- Exercise goal: How do the records below read from their first line through the line containing "position:absolute; right:15px; bottom:15px;"? Write those lines out exactly.

- Data extracted from a collection:
"""
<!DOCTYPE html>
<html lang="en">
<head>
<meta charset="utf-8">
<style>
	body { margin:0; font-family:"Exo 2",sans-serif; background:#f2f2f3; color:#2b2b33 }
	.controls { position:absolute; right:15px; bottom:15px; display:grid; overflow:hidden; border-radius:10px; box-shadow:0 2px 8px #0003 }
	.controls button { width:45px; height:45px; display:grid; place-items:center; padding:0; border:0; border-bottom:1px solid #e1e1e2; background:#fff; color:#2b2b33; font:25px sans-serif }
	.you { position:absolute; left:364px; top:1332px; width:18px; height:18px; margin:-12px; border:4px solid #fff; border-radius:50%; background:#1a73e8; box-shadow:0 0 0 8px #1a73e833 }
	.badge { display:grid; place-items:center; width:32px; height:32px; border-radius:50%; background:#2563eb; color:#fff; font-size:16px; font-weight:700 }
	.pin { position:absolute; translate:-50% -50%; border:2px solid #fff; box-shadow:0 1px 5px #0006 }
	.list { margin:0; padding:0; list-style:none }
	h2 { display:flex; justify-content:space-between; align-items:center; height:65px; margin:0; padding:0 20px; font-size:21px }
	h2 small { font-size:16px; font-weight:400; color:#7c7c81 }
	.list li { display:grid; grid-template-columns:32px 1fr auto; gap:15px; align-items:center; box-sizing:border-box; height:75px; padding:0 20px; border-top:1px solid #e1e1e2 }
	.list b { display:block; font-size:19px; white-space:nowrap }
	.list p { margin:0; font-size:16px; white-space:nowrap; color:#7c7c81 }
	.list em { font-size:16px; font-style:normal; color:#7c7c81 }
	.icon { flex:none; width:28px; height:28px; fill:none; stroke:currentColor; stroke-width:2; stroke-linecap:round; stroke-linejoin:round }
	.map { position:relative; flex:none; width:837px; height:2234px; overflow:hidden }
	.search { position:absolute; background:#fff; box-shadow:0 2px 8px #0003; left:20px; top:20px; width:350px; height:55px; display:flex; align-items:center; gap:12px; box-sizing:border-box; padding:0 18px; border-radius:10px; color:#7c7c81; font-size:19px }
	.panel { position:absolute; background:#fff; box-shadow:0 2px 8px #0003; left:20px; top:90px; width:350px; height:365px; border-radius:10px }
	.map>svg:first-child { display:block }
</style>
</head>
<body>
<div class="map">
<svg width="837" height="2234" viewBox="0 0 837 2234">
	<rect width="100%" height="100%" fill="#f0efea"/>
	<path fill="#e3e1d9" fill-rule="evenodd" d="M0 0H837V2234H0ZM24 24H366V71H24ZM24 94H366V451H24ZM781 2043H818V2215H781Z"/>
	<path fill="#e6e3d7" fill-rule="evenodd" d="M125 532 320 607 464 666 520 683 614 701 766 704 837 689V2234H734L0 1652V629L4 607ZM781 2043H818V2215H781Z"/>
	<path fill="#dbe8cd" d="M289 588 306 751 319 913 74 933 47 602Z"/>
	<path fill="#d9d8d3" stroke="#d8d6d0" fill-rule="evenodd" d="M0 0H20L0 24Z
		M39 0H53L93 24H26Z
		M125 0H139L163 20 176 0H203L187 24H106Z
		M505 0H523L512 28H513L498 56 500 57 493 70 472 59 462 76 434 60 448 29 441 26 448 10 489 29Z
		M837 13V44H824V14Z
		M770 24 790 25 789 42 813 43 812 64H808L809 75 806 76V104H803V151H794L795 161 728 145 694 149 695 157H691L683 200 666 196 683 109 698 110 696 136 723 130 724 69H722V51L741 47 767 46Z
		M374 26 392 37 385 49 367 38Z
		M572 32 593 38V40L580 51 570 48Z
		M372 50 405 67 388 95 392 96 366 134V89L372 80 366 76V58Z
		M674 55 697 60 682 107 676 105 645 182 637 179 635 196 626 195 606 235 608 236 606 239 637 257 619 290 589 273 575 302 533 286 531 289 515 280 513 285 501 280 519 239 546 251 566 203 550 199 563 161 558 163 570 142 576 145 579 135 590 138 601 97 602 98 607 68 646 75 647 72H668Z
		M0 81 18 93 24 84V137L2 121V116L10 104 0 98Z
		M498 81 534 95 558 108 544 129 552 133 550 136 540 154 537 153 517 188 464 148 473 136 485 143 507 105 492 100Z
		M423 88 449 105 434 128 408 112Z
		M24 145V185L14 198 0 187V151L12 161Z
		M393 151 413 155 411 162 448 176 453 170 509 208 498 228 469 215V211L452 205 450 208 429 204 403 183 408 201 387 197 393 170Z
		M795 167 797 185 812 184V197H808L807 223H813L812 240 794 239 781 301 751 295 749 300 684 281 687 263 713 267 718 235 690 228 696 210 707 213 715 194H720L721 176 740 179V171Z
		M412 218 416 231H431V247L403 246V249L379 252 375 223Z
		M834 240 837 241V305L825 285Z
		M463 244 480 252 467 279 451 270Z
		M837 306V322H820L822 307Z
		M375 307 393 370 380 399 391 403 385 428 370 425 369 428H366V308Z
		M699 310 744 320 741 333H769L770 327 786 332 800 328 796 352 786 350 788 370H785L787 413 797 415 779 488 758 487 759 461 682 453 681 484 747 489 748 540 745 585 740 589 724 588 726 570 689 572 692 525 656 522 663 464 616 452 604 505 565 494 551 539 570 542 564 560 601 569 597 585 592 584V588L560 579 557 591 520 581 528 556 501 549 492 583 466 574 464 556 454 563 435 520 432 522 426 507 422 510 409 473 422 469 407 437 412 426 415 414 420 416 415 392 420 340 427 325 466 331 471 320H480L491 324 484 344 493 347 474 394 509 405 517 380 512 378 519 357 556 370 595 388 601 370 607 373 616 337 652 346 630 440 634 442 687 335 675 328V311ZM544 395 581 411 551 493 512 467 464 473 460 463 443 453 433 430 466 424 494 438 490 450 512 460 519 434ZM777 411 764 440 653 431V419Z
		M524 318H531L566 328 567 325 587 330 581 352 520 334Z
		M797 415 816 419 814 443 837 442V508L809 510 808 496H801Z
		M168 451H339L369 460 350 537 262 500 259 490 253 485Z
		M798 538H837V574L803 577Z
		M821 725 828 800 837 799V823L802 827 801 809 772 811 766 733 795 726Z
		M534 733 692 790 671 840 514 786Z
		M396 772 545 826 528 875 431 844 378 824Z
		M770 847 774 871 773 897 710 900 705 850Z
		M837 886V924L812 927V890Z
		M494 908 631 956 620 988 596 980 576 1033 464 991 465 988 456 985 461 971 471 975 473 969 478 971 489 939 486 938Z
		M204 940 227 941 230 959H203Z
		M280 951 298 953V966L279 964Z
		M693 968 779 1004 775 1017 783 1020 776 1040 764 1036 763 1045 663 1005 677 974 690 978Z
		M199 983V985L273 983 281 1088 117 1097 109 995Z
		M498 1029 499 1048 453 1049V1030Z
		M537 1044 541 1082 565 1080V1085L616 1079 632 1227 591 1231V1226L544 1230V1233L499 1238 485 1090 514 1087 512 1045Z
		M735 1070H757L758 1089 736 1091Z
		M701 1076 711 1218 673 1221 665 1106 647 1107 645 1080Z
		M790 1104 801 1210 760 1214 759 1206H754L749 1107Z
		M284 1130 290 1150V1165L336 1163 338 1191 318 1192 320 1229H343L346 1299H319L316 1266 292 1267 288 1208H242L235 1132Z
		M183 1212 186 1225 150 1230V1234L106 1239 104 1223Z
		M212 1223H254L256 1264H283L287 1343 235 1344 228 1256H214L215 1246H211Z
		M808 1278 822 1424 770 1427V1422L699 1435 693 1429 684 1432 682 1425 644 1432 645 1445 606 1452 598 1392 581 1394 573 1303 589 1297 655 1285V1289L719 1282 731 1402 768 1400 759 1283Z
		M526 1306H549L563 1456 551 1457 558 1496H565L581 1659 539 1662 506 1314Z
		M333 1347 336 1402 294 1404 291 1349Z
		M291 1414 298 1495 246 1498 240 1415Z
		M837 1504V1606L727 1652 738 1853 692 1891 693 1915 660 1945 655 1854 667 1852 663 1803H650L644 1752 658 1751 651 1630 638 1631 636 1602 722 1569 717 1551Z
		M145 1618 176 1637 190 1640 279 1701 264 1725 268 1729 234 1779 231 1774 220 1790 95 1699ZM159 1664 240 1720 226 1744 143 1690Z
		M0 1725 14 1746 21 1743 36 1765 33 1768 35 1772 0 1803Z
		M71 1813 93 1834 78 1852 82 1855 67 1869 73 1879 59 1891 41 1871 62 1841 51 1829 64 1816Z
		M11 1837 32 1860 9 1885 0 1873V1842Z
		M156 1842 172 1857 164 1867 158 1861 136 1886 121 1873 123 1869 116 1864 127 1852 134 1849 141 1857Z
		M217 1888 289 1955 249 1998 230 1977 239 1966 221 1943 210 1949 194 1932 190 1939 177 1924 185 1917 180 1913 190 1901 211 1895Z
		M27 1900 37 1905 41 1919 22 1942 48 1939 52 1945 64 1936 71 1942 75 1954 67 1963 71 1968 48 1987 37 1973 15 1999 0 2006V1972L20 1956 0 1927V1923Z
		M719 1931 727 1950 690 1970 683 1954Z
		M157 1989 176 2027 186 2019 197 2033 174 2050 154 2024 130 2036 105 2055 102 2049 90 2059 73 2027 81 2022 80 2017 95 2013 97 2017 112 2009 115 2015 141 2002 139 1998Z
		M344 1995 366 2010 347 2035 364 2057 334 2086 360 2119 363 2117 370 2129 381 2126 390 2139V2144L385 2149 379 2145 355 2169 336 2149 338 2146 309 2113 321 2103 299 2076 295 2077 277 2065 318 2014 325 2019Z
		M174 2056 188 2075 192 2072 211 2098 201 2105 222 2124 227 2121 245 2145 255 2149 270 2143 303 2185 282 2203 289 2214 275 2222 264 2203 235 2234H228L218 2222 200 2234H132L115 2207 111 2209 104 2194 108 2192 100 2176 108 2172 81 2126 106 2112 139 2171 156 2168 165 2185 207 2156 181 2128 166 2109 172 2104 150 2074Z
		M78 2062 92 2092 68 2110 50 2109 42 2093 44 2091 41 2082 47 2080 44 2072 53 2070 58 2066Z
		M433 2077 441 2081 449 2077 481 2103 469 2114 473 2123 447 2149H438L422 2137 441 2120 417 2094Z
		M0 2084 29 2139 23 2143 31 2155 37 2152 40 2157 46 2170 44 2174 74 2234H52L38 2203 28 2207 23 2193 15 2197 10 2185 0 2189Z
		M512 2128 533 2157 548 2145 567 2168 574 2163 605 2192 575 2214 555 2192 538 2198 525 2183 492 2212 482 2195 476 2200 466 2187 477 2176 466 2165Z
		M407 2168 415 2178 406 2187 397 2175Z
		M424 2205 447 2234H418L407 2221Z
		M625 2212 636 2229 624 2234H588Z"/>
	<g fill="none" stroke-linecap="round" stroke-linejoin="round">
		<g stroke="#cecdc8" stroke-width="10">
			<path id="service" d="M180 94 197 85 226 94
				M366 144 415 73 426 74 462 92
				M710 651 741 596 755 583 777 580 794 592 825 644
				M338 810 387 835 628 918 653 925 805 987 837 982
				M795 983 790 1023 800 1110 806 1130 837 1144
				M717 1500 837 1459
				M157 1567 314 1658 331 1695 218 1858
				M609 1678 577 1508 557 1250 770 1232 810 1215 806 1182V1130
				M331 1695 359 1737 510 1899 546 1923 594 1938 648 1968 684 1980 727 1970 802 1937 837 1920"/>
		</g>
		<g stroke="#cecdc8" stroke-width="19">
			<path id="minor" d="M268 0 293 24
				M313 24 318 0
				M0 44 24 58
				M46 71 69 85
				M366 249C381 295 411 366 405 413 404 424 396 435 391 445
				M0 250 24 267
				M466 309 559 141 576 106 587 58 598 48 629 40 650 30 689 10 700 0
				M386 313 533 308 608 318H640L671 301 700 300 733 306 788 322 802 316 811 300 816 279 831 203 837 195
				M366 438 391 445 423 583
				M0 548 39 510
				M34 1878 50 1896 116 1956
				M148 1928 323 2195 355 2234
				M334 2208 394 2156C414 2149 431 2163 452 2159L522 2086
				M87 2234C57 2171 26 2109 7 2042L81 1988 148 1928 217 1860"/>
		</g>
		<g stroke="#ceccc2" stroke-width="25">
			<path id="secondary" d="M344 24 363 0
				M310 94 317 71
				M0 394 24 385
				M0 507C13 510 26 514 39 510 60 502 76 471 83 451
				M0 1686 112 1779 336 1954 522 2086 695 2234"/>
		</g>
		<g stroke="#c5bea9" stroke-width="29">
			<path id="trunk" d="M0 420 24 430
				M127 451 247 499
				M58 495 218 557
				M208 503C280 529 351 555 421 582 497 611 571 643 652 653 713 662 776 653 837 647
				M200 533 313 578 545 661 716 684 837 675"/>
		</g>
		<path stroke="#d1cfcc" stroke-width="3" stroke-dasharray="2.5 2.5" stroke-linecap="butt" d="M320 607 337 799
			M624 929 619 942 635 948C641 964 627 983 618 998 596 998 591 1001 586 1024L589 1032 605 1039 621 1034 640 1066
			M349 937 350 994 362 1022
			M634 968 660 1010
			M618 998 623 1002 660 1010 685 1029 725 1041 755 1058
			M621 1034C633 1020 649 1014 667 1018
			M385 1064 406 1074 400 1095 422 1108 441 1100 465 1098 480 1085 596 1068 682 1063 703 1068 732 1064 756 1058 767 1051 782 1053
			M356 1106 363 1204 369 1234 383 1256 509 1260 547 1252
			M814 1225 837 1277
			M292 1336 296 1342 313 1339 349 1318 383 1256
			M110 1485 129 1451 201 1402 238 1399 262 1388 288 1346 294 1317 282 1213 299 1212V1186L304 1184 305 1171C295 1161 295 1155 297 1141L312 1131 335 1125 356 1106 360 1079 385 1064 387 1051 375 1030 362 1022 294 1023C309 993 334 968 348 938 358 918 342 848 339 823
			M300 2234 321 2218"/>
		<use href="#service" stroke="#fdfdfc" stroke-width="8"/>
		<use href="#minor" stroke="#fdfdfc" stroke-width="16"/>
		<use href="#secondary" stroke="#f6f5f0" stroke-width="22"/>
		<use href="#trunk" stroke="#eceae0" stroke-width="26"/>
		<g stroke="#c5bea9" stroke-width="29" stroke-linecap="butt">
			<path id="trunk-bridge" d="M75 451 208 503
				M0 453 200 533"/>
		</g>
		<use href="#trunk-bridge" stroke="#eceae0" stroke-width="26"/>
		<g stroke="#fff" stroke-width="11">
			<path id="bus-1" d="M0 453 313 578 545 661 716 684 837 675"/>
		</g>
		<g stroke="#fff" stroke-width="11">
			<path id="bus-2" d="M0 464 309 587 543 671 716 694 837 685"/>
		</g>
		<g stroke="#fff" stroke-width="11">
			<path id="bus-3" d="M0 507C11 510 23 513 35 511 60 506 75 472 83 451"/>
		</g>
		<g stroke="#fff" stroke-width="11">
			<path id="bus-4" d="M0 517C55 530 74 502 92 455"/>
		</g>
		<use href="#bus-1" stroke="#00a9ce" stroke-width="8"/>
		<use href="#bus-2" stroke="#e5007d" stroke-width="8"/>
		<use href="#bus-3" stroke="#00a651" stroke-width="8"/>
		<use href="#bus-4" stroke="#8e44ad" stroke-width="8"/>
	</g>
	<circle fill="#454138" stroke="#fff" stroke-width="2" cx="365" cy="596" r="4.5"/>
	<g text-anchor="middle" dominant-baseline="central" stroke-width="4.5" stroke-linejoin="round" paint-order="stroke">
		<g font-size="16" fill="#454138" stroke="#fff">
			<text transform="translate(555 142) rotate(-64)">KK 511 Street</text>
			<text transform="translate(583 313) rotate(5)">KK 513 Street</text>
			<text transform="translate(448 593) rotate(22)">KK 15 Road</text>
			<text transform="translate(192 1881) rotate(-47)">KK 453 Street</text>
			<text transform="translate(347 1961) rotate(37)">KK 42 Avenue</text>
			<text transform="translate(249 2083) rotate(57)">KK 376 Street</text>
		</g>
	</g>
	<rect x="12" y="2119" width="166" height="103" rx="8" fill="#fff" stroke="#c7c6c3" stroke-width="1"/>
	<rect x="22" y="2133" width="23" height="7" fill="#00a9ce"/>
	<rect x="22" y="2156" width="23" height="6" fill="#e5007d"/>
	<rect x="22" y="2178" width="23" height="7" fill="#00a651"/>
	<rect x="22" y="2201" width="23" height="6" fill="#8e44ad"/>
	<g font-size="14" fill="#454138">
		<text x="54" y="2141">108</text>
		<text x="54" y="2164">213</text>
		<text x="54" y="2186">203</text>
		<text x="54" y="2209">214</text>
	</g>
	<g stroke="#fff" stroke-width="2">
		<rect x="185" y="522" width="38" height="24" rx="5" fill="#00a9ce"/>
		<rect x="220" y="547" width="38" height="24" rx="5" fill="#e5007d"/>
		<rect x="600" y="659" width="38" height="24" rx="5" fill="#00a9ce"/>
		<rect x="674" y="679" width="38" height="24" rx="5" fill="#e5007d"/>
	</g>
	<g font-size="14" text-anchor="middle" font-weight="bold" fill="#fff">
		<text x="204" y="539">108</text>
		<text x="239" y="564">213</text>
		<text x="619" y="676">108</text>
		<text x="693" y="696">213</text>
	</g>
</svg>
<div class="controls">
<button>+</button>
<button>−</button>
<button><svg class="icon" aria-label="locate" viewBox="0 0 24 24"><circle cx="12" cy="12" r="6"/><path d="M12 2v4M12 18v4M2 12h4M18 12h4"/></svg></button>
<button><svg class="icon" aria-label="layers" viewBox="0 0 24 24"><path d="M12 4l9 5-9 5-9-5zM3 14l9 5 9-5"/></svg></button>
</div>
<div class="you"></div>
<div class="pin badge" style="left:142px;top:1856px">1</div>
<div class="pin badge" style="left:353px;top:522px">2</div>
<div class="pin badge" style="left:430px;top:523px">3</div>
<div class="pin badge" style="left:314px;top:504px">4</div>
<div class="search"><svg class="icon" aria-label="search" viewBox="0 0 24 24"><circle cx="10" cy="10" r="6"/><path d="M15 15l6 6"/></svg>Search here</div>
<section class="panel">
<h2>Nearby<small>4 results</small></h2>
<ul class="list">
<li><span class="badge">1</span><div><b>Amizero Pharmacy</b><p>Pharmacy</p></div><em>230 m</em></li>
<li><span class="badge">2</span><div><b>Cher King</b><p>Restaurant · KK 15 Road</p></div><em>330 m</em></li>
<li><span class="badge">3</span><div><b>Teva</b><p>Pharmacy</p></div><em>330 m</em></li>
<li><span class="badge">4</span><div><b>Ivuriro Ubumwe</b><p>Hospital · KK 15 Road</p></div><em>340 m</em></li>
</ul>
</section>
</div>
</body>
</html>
"""
- Task result:
<!DOCTYPE html>
<html lang="en">
<head>
<meta charset="utf-8">
<style>
	body { margin:0; font-family:"Exo 2",sans-serif; background:#f2f2f3; color:#2b2b33 }
	.controls { position:absolute; right:15px; bottom:15px; display:grid; overflow:hidden; border-radius:10px; box-shadow:0 2px 8px #0003 }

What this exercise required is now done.